At the end of "Iron Man 3," it seemed that Tony was done with being Iron Man, at least on a day-to-day basis; that physically he was retiring the robotic suit and maybe devoting himself to reclaiming his humanity. RDJ sees it slightly differently. "I thought that the third 'Iron Man' was about him transcending his dependence on the merits of continuing to wear your wound. What I thought was the real win, was that he throws that thing that had become a dependency... away. That was the question I was always asking is like why doesn't he get, uh, why doesn't he get those shards out? It's dangerous."



Downey, Jr. went on, and you could tell he was dipping into his own personal history while thinking about these things: "So it reminds me of all that stuff, particularly as you get a little older or if you have any existential queries whatsoever. It's like, why aren't I dealing with that which is going to destroy me any second anyway? And then the armor was kind of an extension of that. And there was just so many suits."



As for Tony now?



"His tour of duty left him with a little PTSD. So his focus is more on how can we make it so that there's no problem to begin with; that there's a bouncer at our planet's rope.
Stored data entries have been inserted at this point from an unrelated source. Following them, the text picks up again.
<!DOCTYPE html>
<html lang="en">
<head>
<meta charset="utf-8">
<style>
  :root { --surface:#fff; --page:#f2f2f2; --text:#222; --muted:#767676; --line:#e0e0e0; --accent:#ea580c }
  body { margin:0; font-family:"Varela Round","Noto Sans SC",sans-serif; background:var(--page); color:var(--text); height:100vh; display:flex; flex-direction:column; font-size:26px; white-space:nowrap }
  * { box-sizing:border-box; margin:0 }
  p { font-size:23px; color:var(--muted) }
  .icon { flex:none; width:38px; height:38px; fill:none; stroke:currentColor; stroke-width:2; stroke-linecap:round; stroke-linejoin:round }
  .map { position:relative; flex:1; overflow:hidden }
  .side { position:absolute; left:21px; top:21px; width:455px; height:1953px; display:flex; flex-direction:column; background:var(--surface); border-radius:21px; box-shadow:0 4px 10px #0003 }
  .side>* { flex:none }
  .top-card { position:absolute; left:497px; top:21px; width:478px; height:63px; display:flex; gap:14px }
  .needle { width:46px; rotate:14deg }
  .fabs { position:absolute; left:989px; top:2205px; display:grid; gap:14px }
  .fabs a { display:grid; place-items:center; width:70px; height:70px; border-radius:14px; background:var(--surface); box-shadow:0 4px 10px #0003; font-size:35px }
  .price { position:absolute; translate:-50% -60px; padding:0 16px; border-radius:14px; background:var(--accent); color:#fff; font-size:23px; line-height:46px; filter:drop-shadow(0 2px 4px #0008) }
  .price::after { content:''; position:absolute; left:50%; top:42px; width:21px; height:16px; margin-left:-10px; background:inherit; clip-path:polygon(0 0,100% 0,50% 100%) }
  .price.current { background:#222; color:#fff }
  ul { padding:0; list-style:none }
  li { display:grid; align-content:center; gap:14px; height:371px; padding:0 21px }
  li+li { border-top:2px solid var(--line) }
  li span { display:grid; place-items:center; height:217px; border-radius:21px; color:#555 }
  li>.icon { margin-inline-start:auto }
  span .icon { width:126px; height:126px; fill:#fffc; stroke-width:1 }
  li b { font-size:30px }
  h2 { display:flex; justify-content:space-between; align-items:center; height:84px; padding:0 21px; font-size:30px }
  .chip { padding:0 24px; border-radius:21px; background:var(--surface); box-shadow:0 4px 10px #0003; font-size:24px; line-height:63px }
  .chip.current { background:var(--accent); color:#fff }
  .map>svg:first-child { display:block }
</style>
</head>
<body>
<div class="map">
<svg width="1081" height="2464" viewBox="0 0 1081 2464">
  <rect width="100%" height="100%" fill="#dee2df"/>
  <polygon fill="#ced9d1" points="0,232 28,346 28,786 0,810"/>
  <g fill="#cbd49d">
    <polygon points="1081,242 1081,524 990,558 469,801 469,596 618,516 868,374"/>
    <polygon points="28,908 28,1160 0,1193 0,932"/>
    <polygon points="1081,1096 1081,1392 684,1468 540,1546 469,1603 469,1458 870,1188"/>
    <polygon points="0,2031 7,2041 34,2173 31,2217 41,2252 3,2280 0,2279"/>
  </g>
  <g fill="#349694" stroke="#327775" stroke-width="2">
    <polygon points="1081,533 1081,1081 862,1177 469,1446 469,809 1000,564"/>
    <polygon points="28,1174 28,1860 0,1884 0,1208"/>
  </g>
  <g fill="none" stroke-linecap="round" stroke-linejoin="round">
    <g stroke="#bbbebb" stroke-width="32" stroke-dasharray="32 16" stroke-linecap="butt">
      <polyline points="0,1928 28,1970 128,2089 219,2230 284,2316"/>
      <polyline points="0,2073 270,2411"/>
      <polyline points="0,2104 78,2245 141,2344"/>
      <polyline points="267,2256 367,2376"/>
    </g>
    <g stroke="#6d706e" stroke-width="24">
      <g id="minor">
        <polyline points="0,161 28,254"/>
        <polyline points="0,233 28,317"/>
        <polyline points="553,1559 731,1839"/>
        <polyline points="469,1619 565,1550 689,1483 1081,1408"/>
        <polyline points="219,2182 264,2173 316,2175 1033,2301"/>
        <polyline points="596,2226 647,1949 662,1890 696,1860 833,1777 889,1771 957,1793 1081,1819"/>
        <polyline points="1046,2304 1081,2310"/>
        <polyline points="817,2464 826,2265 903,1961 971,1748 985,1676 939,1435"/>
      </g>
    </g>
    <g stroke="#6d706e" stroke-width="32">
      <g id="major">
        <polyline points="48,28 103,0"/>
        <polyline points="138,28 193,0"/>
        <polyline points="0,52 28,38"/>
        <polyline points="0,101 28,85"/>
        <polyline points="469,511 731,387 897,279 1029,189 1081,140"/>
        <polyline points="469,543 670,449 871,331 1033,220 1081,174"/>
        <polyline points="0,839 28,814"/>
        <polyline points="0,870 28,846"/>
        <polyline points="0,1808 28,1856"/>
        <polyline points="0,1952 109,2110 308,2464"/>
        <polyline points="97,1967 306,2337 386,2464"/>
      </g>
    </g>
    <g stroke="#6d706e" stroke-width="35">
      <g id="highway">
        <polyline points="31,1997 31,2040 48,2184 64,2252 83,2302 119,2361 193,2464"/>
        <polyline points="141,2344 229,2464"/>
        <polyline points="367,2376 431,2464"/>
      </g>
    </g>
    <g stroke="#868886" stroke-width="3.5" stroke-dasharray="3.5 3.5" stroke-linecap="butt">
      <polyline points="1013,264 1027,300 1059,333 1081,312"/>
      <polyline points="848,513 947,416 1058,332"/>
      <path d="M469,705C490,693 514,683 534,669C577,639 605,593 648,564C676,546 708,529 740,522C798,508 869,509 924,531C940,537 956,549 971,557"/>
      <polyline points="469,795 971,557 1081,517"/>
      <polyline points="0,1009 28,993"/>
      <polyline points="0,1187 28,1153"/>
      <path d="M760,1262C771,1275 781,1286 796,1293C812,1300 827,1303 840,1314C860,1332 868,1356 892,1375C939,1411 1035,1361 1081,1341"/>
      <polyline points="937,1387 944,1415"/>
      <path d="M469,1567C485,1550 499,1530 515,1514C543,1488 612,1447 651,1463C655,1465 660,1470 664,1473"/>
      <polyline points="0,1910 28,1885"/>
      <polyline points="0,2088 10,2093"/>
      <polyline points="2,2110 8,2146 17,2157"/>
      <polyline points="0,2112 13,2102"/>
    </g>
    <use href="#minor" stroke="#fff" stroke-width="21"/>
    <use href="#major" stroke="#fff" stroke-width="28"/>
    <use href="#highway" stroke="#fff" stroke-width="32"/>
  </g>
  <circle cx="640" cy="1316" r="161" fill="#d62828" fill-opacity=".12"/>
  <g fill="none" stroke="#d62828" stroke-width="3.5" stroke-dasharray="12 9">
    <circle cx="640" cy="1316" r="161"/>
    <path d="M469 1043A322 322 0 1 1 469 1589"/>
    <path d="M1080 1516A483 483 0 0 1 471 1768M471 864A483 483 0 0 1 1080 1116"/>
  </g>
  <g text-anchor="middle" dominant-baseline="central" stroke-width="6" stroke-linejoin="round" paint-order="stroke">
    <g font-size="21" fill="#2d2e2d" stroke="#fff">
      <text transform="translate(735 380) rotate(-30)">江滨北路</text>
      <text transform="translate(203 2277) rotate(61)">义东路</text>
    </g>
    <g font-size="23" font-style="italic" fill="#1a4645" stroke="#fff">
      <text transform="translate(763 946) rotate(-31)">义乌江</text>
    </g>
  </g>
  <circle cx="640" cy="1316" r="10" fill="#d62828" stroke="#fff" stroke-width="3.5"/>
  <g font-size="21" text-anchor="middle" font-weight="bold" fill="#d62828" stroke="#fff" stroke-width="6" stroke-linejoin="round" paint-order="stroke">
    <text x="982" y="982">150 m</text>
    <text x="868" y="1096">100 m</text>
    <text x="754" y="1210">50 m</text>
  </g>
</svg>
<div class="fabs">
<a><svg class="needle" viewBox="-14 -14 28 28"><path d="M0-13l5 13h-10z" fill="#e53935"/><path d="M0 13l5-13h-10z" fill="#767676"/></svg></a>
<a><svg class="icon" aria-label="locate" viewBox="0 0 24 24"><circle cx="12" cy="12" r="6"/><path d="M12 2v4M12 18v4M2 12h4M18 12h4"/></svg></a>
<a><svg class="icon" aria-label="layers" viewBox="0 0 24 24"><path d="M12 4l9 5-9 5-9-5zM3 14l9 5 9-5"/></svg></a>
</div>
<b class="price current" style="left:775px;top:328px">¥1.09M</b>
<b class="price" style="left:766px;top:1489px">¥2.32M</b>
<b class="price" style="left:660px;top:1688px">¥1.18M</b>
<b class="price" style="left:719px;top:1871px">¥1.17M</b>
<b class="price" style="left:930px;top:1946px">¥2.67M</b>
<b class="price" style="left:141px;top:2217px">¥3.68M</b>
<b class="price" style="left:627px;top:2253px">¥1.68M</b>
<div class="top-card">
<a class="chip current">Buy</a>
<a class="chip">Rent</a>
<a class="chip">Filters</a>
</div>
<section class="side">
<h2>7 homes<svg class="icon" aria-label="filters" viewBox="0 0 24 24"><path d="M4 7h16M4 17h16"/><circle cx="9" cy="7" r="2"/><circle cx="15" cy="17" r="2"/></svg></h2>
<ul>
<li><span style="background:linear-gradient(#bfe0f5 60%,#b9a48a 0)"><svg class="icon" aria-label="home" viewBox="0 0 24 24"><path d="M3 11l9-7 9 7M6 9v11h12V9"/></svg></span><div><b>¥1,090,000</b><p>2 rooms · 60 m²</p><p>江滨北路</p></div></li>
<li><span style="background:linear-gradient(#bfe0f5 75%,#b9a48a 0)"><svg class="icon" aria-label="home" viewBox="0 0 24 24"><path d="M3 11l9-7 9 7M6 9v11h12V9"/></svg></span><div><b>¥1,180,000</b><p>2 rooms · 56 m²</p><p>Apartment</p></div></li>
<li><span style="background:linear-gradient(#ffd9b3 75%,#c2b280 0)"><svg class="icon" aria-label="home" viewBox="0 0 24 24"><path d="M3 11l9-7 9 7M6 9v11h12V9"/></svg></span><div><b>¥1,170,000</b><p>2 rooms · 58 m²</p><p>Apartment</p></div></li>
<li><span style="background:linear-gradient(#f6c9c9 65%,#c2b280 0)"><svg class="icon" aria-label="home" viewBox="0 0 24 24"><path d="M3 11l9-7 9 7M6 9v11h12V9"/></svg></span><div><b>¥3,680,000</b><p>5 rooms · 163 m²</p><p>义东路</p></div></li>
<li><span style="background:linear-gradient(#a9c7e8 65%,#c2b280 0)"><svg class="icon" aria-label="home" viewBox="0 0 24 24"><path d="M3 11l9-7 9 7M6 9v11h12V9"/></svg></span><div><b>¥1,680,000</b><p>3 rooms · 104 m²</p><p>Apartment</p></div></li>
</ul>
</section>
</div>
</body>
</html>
That's the big idea."


Of course, the bouncer that Downey Jr. talks about is Ultron, the ultra-intelligent computer (voiced by James Spader) that Stark develops with Bruce Banner (Mark Ruffalo) and that decides, in order to save Earth, he's got to wipe out its entire population. When quizzed about his relationship with the movie's big bad, Downey Jr. had a surprising response. "I always read this as the concept that every impulse starts off as a positive impulse, you know? Even impulses to kill starts off as an impulse to change, to rail against, to challenge the authority in a very direct way; in a permanent solution to a temporary problem kind of way."



One of the more interesting things that Downey Jr. said was that he seems to acknowledge that there will be an end point to the glut of superhero stuff; odd, especially coming from the Mayor of Marvel. "I love these kinds of movies. I'm a very tolerant consumer with these things. But I also feel like the half-life of it, if you noticed just how flooded the market is becoming and likely to become potentially even more so."



So how does "Avengers: Age of Ultron" stand out? By being different. "I think that there has to be a bit of a transcendence of formula. And so, without giving too much away, why I generally just kind of like, you know, stamped it when the first draft came in 'cause I thought, 'Oh wow, it didn't fall into that trap.' And I read the last page and I got chills for a reason I definitely can't explain."



He then summed up the process (one that we can echo after having watched them film it and having seen some footage): "This is going to be really cool." Well, if the Mayor of Marvel says so.



"Avengers: Age of Ultron" opens May 1, 2015.